Instructions for the task
Copy out, from the data below, each line in which the word "limit" occurs.

Material supplied

= = =

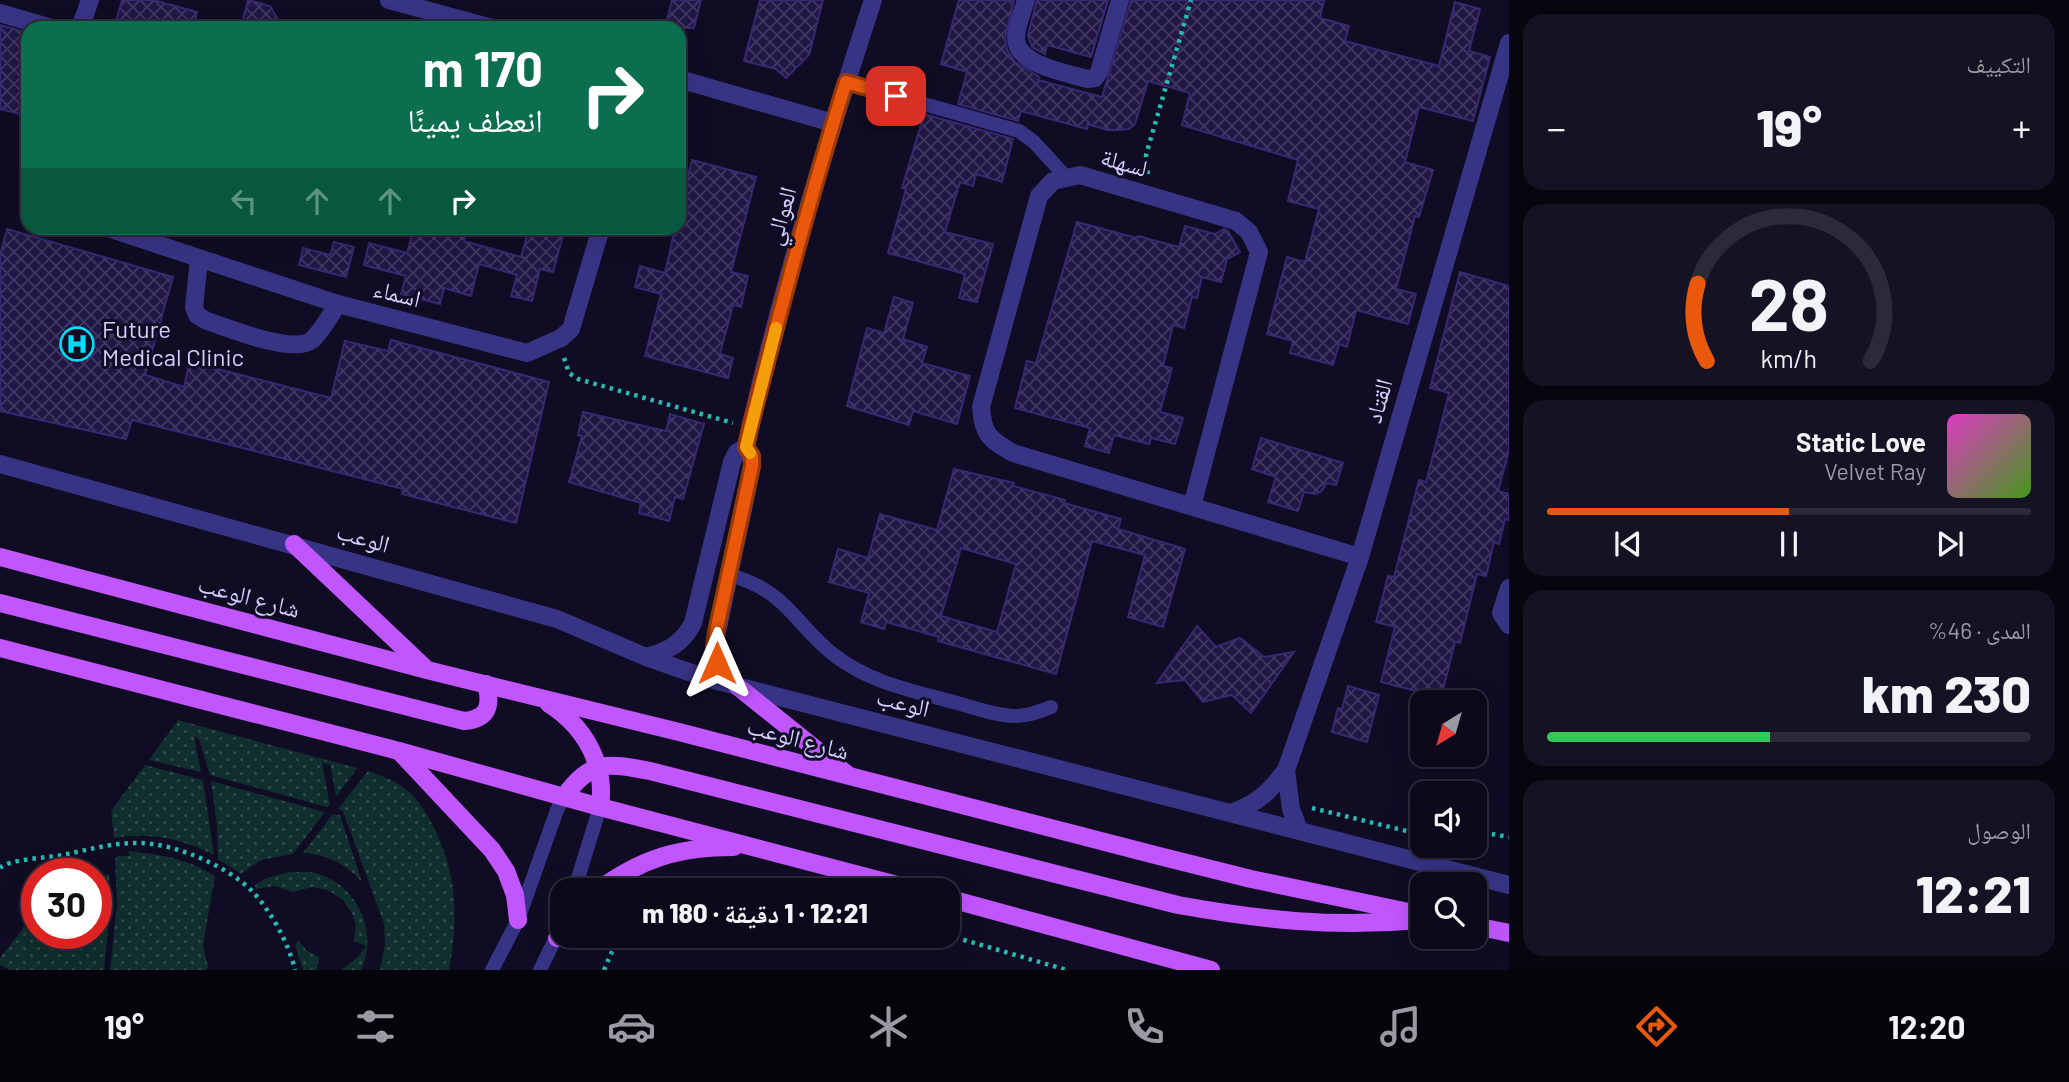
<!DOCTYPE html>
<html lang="ar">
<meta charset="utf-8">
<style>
body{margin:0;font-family:Barlow,"Noto Naskh Arabic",sans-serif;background:#151223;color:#f1f3f6;direction:rtl;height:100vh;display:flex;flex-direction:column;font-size:26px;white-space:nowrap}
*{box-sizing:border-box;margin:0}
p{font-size:23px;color:#9a9aa2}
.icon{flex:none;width:38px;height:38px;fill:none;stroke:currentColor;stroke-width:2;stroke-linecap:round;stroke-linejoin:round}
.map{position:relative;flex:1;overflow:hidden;direction:ltr}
.drawer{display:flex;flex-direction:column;gap:14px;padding:14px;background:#07050e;width:560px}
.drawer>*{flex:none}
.guide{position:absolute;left:21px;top:21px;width:665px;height:214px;border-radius:21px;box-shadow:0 7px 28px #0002,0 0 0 2px #2c2a39;direction:rtl;background:#0b6e4f;color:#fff;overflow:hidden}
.needle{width:46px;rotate:217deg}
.fabs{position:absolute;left:1410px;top:690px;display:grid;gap:14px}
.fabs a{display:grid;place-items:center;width:77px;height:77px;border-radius:14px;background:#0c091a;box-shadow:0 7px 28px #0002,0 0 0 2px #2c2a39;font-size:35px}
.speed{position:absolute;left:21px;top:858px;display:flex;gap:14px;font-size:35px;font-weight:700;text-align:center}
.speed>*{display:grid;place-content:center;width:91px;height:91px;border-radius:50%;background:#0c091a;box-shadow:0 7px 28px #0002,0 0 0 2px #2c2a39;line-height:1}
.speed .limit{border:10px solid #d22;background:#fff;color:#111}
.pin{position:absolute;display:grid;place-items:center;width:60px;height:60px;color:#fff;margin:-30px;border-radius:14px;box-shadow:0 4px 10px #0006}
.me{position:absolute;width:77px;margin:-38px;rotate:0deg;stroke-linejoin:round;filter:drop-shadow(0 0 5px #0008)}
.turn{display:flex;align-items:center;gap:24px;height:147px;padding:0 28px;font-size:32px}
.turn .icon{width:91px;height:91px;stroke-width:2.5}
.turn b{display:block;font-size:49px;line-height:60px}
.lanes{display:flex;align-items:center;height:66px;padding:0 28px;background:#0003;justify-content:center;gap:35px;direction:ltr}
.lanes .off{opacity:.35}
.big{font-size:52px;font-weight:800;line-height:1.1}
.drawer .card{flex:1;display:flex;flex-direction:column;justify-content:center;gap:10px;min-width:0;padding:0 24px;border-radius:21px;background:#151223}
.drawer .dial{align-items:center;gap:0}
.dial svg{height:182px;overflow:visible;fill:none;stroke:#2c2a39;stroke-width:7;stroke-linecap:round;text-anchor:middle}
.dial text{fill:#f1f3f6;stroke:none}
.song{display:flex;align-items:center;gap:21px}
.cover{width:84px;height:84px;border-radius:10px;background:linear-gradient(135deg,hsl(310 70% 55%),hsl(100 70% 35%))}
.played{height:7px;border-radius:4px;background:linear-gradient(90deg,#ea580c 50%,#2c2a39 50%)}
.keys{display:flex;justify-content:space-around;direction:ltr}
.heat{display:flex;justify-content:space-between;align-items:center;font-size:38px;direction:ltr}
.charge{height:10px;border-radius:5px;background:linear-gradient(90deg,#34c759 46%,#2c2a39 0)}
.trip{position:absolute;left:550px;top:878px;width:410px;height:70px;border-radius:21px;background:#0c091a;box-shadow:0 7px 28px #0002,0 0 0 2px #2c2a39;font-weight:800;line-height:70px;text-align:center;direction:rtl}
.menu{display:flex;height:112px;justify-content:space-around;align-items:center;background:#05040a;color:#9a9aa2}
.menu .icon{width:49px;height:49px}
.menu .on{color:#ea580c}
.menu b{font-size:32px;color:#f1f3f6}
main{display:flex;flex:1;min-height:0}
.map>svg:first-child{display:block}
.grass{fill:url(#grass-dots)}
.building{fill:url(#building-cross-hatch);stroke:#372873;stroke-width:2;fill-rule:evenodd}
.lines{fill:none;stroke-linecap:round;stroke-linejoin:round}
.path{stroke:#27bbb3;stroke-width:4.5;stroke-dasharray:3.5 5;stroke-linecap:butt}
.service{stroke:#383485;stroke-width:14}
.minor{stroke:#383485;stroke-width:18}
.primary{stroke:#c156ff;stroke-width:18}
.route-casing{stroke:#983908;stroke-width:18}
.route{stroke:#ea580c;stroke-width:12}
.slow{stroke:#f59e0b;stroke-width:12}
.labels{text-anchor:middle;stroke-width:6;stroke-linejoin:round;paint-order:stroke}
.street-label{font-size:24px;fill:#d5cfff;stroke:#100c23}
.poi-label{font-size:24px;fill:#d5cfff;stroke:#100c23;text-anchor:start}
</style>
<main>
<section class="drawer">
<div class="card"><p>التكييف</p>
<div class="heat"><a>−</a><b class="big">19°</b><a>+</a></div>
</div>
<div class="card dial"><svg viewBox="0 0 100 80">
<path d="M14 69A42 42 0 1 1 86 69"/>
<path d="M14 69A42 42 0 0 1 10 35" stroke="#ea580c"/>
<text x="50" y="56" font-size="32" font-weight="700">28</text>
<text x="50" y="72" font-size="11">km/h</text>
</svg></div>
<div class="card">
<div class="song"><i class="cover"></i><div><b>Static Love</b><p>Velvet Ray</p></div></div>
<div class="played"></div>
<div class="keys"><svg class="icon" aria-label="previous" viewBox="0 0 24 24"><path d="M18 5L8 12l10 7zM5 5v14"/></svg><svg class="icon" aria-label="pause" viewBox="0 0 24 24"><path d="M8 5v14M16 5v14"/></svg><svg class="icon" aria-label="next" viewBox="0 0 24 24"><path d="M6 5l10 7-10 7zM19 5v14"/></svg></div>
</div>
<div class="card"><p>المدى · 46%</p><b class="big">230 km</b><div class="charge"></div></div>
<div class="card"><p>الوصول</p><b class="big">12:21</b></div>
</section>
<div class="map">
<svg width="1509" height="970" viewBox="0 0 1509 970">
<defs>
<pattern id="grass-dots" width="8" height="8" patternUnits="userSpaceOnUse" patternTransform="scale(1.75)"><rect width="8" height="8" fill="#0f2e2d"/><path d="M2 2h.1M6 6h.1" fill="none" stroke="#314b4c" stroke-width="1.8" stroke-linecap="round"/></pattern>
<pattern id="building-cross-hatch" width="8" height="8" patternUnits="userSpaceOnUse" patternTransform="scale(1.75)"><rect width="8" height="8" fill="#211745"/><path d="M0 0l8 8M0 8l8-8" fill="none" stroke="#403861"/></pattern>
</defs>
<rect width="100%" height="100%" fill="#100c23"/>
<g class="grass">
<path d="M178 720 357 768 336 797 330 764 322 763 330 805 327 807 210 775 199 739 194 736 201 772 149 760Z"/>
<path d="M145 765 203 780 214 855C182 839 149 832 114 838L111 811Z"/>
<path d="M368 771C382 776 395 780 407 790 417 798 426 812 432 824 457 870 459 919 449 970H380L385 944 384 924 343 811 338 809Z"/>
<path d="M211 781 325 812 293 854 261 860 241 874 218 859 217 825Z"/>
<path d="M333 814 340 815 362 882C346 864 327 854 303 853Z"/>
<path d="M128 851C162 855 186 858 215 876L203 945 208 967 206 970H110L117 905 115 859 118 856H130Z"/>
<path d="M289 872C298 872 307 871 316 873 356 884 380 932 361 970H341L357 958 366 946 354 941 356 926 352 913 343 900 328 890 312 887 293 892 275 886 256 889 255 885 267 878Z"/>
<path d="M109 874 110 911 104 970H10L0 965V958L37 910V933H96V895C105 891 104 885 104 876Z"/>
<path d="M299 941 306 950 319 957 317 970H303L295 945Z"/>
</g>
<g class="building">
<path d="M122 0H153L197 12 193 28H114Z"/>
<path d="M248 0 270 6 283 28H241Z"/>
<path d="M672 0H701L694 28H665Z"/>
<path d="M760 0H823L809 55 786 78 776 69 744 61Z"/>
<path d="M959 0H1014L1005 38 1007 50 1015 62 1039 77 1038 80 1102 97 1131 0H1324L1320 18 1349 26 1345 41 1439 66 1455 2 1480 9 1469 51 1490 57 1473 121 1419 107 1405 162 1433 170 1419 217 1415 216 1396 289 1416 294 1408 324 1356 310 1347 347 1339 344 1333 365 1290 353 1293 341 1267 334 1287 257 1305 262 1319 209 1288 201 1298 160 1182 125 1190 93 1148 81 1135 124 1129 129 1120 130H1107L1088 124 1087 129 1021 111 1018 121 958 104 967 72 941 64Z"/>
<path d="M1037 0H1108L1091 57 1047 45 1045 54 1032 47 1028 35Z"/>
<path d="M0 25 25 32 20 49 28 52V104L23 102 20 114 0 109Z"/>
<path d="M924 114 1013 139 1002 182 976 174 973 186 960 182 945 232 993 244 977 302 959 298 965 274 888 253 906 189 902 188Z"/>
<path d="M692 160 756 177 731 272 748 276 741 307 733 305 720 354 733 358 728 378 645 356 661 294 635 287 640 266 665 273 675 228H679V212Z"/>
<path d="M1077 222 1137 238 1138 236 1179 247 1185 226 1215 234 1224 229 1228 231 1240 252 1227 259 1221 282 1202 277 1197 298 1192 297 1184 328 1173 325 1163 366 1172 368 1160 412 1183 418 1175 444 1151 438 1149 444 1114 435 1109 453 1085 446 1090 428 1015 408 1027 361 1036 363Z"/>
<path d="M414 228H467L464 241 521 257 529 228H565L553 272 540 269 532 301 511 296 517 275 479 264 471 296 444 288 440 304 401 294 406 276 364 265 369 243 407 253Z"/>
<path d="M7 229 173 277 145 375 184 387 190 362 331 398 345 341 388 351 391 340 549 382 516 523 402 494 403 489 132 420 126 439 0 411V255Z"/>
<path d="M334 242 354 247 346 277 299 265 303 248 330 255Z"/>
<path d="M1460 272 1509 286V450L1498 491 1509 494V520L1505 519 1499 544 1494 542 1486 576 1477 574 1460 643 1455 642 1440 702H1419L1420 692 1381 682 1395 627 1376 622 1388 576 1394 577 1419 480 1426 482 1449 393 1430 388Z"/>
<path d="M894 297 913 303 903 339 927 347 922 363 970 376 957 424 913 411 909 425 847 406 867 328 884 333Z"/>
<path d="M583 412 666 431 670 414 704 424 683 499 675 497 669 521 639 513 641 503 569 482 582 436 578 435Z"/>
<path d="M1261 438 1343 463 1336 485 1327 483 1321 492 1315 494 1304 492 1298 511 1268 502 1276 477 1252 469Z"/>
<path d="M954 469 1014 483 1013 486 1065 500 1064 503 1121 519 1118 529 1185 549 1163 627 1128 617 1145 555 1092 541 1056 674 938 641 939 637 886 622 884 629 861 622 869 593 829 582 838 549 868 558 880 514 937 530ZM961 548 1016 564 997 632 941 616Z"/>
<path d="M1197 626 1216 647 1240 638 1264 657 1294 652 1251 713 1232 695 1203 702 1185 680 1157 683Z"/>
<path d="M1348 686 1379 695 1367 742 1332 732 1338 708 1342 709Z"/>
</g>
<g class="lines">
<g class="path">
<path d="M1148 174 1146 155 1191 0"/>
<path d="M564 358 569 373 578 379 733 423"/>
<path d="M1312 808 1423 835"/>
<path d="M1475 831 1509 837"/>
<path d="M0 868C9 859 47 858 62 855 88 850 114 842 141 843 176 844 227 866 252 891 271 911 289 944 295 970"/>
<path d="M660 877 669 891"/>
<path d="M699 891C728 882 754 884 784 891"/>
<path d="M947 935 1067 970"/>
<path d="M604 970 614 947 621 936"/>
</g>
<g class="service">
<path d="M847 82 1019 131 1034 142 1067 178"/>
<path d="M729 575C786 590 793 622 834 655 870 683 914 691 957 703 976 708 996 716 1015 716 1028 716 1039 712 1051 707"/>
<path d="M574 891 600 807"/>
<path d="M492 970 518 920 557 810 564 797"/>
<path d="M540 970 559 931"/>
</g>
<g class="minor">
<path d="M389 0 492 28"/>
<path d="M1026 0C1023 11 1016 26 1016 38 1016 65 1067 73 1088 79L1095 78 1099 72 1120 0"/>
<path d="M0 13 51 28"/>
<path d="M80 28 90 0"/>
<path d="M679 79 833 123"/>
<path d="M108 228 338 304 527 353 561 338 571 329 601 228"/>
<path d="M199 260 194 307 197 315 207 321C229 328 293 355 312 340 322 331 330 315 338 304"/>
<path d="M0 464 557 619 646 657 706 678 1509 885"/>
<path d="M1192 506 1259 252 1249 232 1236 221 1080 175 1053 181 1039 196 981 407C983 435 989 439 1013 453L1360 557"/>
<path d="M1509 588 1501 613 1509 625"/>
<path d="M646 657C668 651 682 644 693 623L732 462 737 452 746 447"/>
<path d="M737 686C724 675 718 665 714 647L752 466V456L746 447C779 296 825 147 873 0"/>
<path d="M1286 770 1291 809 1299 830"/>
<path d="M1233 812C1257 804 1270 791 1286 770L1360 557 1509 43"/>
</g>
<g class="primary">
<path d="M294 544 424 667"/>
<path d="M0 557 427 670 679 732 1159 856 1251 879 1423 915"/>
<path d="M0 603 464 721C488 719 492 706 486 684"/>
<path d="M0 648 399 751 600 807 920 891"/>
<path d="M737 686 848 775"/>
<path d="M549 704C585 727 606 764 600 807"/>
<path d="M399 751 492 850 506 871 515 895 518 920"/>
<path d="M564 797C591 759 608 763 650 771L1178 905C1262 920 1334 928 1419 920"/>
<path d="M597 891C642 858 679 847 734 847"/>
<path d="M947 898 1211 970"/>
<path d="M1475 926 1509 933"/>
<path d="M557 938 562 931"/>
</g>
</g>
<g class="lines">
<defs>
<path id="route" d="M717 663 714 647 716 632 752 466V456L746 447 750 428C780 312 810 196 846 82L896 96"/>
</defs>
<use href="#route" class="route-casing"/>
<use href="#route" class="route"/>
<path class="slow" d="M750 453 746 447 776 328"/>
</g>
<defs>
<symbol id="hospital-ring" viewBox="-11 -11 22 22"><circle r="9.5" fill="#100c23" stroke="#00dffa" stroke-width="1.5"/><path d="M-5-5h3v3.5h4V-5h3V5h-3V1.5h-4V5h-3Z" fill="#00dffa"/></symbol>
</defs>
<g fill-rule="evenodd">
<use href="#hospital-ring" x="58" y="325" width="38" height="38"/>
</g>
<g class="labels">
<g class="street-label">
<text transform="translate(1124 163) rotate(16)" y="8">لسهلة</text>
<text transform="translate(781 216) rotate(-74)" y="8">العوالي</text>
<text transform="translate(397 294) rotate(14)" y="8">اسماء</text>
<text transform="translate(1379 401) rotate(-74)" y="8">القتاد</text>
<text transform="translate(363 538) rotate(16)" y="8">الوعب</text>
<text transform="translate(249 597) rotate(15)" y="8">شارع الوعب</text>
<text transform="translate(903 703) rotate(14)" y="8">الوعب</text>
<text transform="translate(798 739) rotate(15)" y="8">شارع الوعب</text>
</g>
<g class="poi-label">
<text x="102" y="338">Future<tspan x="102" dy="28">Medical Clinic</tspan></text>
</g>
</g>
</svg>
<div class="fabs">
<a><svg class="needle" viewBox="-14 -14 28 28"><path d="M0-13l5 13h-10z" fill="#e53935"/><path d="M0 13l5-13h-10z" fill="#9a9aa2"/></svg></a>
<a><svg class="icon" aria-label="sound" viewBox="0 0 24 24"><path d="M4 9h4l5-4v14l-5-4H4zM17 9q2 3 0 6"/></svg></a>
<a><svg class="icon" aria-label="search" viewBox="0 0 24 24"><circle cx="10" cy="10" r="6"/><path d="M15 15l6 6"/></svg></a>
</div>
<div class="speed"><div class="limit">30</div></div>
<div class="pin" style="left:896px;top:96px;background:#d93025"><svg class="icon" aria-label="arrive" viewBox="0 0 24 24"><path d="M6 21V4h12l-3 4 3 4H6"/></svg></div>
<svg class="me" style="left:717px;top:663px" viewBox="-20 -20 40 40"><path d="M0-17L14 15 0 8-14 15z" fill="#ea580c" stroke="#fff" stroke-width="4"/></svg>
<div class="trip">12:21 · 1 دقيقة · 180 m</div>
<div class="guide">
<div class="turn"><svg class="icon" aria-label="right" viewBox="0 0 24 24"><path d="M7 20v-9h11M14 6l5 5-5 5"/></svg><div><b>170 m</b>انعطف يمينًا</div></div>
<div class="lanes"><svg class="icon off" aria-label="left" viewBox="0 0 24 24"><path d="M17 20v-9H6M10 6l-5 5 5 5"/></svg><svg class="icon off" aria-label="ahead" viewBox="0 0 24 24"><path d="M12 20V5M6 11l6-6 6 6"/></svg><svg class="icon off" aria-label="ahead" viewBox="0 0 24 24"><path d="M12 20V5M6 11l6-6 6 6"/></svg><svg class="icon" aria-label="right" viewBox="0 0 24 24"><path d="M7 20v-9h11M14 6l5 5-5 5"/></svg></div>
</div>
</div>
</main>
<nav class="menu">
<b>12:20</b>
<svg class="icon on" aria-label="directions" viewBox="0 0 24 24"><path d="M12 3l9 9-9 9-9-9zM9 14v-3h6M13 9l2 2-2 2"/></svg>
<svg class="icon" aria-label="music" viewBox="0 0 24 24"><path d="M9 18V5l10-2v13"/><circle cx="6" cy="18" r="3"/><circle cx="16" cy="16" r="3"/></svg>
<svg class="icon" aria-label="phone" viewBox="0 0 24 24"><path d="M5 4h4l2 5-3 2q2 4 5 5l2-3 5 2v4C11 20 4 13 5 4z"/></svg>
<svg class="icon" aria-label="climate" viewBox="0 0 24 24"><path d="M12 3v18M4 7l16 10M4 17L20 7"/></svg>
<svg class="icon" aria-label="car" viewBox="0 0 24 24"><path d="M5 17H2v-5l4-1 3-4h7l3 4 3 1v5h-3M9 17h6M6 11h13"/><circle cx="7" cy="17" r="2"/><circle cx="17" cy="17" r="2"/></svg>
<svg class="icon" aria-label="filters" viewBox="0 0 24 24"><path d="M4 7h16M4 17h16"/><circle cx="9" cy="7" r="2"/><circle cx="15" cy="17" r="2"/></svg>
<b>19°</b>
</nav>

= = =

Exercise output
.speed .limit{border:10px solid #d22;background:#fff;color:#111}
<div class="speed"><div class="limit">30</div></div>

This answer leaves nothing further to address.